__TASK OBJECTIVE__
Below are the records; copy every line in them that holds the string "html".

%%

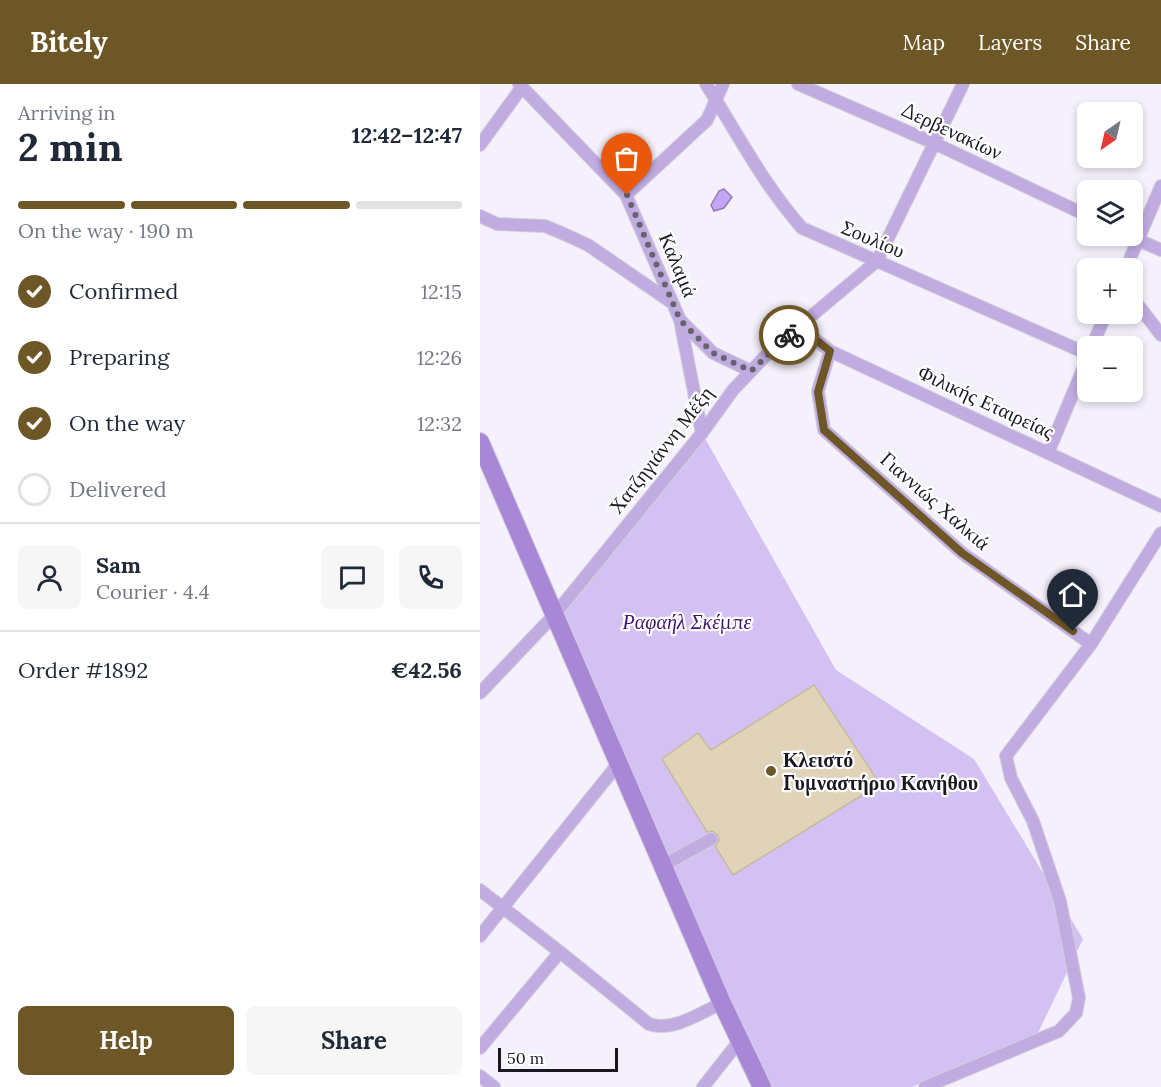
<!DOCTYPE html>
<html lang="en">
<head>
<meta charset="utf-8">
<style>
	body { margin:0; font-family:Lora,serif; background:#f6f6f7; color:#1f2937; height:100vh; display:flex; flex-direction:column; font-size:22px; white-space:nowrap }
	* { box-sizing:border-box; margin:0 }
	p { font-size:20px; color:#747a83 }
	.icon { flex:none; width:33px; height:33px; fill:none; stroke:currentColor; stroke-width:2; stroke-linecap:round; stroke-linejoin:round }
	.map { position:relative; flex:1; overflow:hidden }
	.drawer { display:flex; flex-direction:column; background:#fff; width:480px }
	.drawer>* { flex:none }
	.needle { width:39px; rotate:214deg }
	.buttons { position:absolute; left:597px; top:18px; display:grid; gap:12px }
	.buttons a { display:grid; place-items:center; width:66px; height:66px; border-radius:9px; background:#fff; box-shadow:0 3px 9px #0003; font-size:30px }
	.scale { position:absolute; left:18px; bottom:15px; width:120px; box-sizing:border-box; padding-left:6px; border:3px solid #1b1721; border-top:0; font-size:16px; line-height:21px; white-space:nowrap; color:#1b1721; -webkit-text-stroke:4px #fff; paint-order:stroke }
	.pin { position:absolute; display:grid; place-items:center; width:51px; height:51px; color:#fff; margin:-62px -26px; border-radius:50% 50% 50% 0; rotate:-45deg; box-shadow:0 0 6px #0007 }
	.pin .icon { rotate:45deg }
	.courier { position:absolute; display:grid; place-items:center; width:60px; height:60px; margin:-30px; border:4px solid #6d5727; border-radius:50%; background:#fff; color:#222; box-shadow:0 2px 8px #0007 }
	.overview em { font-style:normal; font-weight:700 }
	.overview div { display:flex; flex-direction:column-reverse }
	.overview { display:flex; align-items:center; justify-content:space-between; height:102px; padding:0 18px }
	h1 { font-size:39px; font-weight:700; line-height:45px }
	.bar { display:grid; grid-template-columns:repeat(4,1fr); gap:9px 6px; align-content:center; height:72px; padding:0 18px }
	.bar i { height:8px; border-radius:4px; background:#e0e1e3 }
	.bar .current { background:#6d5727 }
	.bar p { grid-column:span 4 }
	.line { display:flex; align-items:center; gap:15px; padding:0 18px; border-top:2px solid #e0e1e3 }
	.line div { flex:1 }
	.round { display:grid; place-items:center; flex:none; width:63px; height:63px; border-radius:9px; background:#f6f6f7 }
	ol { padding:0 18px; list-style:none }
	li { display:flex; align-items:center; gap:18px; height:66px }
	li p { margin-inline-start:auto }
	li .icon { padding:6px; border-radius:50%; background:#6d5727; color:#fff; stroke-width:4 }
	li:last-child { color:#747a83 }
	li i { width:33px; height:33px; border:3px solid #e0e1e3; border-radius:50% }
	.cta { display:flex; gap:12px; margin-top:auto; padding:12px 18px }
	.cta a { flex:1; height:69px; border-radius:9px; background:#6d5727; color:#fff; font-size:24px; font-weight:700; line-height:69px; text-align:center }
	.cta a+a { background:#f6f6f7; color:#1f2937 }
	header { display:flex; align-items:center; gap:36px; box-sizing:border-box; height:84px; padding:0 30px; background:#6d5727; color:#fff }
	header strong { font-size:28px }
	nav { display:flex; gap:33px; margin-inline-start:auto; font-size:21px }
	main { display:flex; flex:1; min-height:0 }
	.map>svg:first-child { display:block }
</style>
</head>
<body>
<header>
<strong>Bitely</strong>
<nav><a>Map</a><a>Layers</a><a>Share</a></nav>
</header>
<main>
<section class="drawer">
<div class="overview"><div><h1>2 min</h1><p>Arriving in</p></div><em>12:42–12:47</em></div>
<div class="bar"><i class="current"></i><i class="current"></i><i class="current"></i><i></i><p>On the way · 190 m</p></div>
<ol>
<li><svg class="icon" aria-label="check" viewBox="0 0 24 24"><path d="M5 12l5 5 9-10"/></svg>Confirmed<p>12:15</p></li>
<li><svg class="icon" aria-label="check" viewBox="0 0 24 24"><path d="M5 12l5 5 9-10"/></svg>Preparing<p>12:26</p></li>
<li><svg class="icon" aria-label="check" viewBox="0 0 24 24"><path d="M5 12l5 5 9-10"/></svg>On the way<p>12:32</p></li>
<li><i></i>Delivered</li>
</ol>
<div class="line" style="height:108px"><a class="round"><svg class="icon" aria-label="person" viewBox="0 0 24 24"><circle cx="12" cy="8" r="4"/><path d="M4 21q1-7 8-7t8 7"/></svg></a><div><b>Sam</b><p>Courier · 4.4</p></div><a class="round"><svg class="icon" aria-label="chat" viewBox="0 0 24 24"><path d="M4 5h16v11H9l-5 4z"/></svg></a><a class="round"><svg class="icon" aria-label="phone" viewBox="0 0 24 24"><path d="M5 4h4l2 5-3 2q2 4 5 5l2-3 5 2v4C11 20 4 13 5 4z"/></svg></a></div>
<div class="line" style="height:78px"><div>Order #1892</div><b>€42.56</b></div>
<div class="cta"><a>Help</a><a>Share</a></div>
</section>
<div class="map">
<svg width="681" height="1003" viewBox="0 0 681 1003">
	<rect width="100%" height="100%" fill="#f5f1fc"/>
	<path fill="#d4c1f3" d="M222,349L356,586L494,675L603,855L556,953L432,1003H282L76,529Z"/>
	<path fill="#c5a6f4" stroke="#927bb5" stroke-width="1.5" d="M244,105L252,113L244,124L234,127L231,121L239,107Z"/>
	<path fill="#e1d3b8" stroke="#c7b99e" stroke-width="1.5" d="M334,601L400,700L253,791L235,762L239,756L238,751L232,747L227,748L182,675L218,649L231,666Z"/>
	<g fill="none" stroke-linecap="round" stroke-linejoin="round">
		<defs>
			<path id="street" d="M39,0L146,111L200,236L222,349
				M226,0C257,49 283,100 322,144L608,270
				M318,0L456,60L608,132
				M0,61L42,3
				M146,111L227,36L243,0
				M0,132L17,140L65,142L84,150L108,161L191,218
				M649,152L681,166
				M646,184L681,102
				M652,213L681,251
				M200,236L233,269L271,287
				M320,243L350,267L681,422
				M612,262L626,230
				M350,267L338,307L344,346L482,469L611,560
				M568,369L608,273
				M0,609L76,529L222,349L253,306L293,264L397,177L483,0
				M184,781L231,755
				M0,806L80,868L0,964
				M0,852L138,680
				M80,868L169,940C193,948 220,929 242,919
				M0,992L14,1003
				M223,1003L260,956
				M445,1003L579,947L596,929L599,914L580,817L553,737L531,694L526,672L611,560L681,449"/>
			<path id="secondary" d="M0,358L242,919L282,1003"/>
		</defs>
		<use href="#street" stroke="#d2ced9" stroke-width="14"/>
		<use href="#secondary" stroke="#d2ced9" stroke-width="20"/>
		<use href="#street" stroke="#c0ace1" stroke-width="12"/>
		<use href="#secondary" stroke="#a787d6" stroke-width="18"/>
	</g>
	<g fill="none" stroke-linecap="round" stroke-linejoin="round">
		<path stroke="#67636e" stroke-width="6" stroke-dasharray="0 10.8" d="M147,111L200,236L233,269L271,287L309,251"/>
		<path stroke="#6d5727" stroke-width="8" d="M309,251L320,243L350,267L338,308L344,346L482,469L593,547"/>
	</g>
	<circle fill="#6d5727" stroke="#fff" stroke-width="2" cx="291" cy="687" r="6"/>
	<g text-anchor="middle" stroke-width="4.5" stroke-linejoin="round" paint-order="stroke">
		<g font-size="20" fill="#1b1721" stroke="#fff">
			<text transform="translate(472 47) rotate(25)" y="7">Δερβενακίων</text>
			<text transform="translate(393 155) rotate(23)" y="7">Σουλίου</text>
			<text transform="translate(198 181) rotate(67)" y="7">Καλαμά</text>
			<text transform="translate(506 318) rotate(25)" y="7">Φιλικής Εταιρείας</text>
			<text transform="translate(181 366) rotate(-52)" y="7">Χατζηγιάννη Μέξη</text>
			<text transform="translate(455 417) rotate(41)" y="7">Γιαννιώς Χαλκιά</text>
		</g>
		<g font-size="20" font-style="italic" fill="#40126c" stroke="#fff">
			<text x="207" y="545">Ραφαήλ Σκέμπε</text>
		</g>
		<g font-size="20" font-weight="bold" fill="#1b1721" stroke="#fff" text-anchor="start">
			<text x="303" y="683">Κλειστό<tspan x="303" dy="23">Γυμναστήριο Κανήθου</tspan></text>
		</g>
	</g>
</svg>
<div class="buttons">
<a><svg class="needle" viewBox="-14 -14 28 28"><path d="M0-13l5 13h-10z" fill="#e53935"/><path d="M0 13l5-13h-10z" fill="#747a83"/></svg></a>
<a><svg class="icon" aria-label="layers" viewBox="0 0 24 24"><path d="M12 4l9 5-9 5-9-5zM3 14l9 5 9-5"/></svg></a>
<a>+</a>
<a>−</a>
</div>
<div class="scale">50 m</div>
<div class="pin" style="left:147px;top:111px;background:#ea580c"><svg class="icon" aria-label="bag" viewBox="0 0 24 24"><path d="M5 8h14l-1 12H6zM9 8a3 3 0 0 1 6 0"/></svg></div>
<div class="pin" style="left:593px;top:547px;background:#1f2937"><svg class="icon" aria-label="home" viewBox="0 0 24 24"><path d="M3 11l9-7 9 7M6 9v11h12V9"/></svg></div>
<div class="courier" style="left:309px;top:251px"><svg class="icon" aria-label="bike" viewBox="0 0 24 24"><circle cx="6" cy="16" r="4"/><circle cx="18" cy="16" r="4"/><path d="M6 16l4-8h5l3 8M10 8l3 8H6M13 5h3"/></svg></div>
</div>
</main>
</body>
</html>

%%
%%

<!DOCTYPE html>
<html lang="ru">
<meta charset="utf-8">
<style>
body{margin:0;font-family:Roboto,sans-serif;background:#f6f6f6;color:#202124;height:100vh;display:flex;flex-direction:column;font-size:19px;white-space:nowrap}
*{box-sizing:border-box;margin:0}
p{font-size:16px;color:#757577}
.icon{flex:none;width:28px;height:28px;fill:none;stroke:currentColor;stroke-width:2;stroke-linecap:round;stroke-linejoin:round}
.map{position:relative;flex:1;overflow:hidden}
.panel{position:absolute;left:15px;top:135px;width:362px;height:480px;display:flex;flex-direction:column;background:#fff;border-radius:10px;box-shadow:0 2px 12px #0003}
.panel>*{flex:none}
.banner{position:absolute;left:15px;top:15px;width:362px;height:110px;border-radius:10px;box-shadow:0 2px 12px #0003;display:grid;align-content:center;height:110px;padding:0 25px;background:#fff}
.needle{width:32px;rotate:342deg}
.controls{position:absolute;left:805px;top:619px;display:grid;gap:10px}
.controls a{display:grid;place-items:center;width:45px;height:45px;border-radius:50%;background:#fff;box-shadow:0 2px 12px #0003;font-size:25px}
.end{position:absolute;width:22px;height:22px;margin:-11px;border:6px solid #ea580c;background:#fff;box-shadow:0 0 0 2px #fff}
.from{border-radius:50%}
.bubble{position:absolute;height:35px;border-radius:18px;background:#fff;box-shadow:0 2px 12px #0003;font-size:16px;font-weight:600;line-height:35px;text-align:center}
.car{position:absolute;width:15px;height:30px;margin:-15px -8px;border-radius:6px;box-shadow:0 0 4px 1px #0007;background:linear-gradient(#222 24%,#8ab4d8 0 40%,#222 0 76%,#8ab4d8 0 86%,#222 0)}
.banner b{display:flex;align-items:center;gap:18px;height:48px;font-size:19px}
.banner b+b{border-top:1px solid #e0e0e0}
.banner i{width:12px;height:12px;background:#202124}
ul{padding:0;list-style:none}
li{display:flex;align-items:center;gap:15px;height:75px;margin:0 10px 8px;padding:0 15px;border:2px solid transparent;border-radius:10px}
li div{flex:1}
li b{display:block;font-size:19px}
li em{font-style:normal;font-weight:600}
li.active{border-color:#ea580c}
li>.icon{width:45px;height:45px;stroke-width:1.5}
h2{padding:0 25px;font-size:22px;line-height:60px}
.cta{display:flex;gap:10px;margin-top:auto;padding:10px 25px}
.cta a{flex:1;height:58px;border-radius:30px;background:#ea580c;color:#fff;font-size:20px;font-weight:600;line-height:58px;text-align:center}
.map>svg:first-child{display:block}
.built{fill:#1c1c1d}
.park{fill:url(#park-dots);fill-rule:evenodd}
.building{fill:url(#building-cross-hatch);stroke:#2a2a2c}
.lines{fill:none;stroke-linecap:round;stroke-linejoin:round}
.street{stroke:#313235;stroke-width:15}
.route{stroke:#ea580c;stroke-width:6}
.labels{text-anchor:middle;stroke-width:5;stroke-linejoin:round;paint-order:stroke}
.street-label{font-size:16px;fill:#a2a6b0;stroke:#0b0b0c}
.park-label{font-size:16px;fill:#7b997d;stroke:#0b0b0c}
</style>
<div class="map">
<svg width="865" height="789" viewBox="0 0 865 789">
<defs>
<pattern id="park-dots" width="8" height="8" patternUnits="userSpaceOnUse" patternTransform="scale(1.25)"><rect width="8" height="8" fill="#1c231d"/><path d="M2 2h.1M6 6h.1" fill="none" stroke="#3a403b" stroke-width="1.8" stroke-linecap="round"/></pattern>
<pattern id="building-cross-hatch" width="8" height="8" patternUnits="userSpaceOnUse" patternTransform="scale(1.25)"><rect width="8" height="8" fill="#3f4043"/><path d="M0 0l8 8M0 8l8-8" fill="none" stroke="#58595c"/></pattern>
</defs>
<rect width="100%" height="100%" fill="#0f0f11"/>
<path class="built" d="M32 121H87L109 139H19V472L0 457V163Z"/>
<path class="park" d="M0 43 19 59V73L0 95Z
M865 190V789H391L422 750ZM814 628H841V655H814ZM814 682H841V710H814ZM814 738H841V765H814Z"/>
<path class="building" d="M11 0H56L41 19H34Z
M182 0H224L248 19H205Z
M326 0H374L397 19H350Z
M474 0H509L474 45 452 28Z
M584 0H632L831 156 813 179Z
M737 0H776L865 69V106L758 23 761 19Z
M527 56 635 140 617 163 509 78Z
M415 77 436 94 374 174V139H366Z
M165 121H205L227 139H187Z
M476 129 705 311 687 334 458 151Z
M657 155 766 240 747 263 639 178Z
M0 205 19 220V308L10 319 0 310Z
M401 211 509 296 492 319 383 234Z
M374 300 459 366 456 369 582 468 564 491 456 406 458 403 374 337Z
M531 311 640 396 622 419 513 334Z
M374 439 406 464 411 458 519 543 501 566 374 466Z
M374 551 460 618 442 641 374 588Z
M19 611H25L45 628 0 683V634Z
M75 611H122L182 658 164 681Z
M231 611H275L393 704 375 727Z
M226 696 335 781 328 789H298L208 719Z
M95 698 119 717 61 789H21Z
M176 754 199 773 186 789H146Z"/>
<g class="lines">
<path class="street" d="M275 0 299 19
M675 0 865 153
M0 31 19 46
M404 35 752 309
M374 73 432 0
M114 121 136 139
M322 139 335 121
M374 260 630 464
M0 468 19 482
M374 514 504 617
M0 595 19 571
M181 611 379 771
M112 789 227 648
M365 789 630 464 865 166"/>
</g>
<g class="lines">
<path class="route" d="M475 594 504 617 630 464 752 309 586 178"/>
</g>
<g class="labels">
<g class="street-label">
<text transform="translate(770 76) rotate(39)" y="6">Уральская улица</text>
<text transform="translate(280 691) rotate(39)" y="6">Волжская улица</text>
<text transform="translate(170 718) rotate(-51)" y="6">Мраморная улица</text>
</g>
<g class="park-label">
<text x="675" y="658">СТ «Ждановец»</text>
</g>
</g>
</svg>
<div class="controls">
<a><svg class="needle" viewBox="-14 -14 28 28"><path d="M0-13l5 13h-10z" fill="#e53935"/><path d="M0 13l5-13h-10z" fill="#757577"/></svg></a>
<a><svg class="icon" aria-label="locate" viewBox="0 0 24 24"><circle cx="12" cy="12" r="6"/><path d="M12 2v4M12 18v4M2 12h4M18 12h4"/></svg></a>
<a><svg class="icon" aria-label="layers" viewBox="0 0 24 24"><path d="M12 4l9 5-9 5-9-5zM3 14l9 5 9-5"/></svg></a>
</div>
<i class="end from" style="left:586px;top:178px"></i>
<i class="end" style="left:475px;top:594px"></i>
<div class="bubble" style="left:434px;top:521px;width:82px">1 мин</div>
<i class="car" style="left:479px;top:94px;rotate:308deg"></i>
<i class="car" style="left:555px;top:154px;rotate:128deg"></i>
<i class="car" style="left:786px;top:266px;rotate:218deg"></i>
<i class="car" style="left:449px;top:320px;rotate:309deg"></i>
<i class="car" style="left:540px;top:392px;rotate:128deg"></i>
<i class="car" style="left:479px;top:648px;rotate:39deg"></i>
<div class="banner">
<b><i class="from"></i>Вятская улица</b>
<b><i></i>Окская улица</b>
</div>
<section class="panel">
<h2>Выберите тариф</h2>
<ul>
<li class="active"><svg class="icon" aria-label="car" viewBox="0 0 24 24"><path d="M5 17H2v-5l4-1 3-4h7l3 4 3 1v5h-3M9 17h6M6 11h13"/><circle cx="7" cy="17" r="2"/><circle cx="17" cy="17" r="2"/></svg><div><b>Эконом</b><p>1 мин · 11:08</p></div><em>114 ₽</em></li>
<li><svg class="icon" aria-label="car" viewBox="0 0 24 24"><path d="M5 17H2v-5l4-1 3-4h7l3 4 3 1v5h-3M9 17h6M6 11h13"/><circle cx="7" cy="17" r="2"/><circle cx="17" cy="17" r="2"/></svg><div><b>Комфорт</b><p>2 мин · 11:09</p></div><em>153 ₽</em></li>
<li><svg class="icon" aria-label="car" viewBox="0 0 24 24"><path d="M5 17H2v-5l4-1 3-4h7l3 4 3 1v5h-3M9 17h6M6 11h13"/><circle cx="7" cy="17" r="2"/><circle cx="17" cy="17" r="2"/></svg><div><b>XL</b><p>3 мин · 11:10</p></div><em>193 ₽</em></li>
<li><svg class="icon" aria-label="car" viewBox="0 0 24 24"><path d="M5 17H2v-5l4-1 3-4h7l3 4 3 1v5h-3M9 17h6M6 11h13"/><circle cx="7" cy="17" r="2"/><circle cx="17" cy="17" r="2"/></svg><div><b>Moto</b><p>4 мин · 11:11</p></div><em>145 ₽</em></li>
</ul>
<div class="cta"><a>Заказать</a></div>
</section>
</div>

%%

__SOLUTION FOR THIS TASK__
<!DOCTYPE html>
<html lang="en">
</html>
<!DOCTYPE html>
<html lang="ru">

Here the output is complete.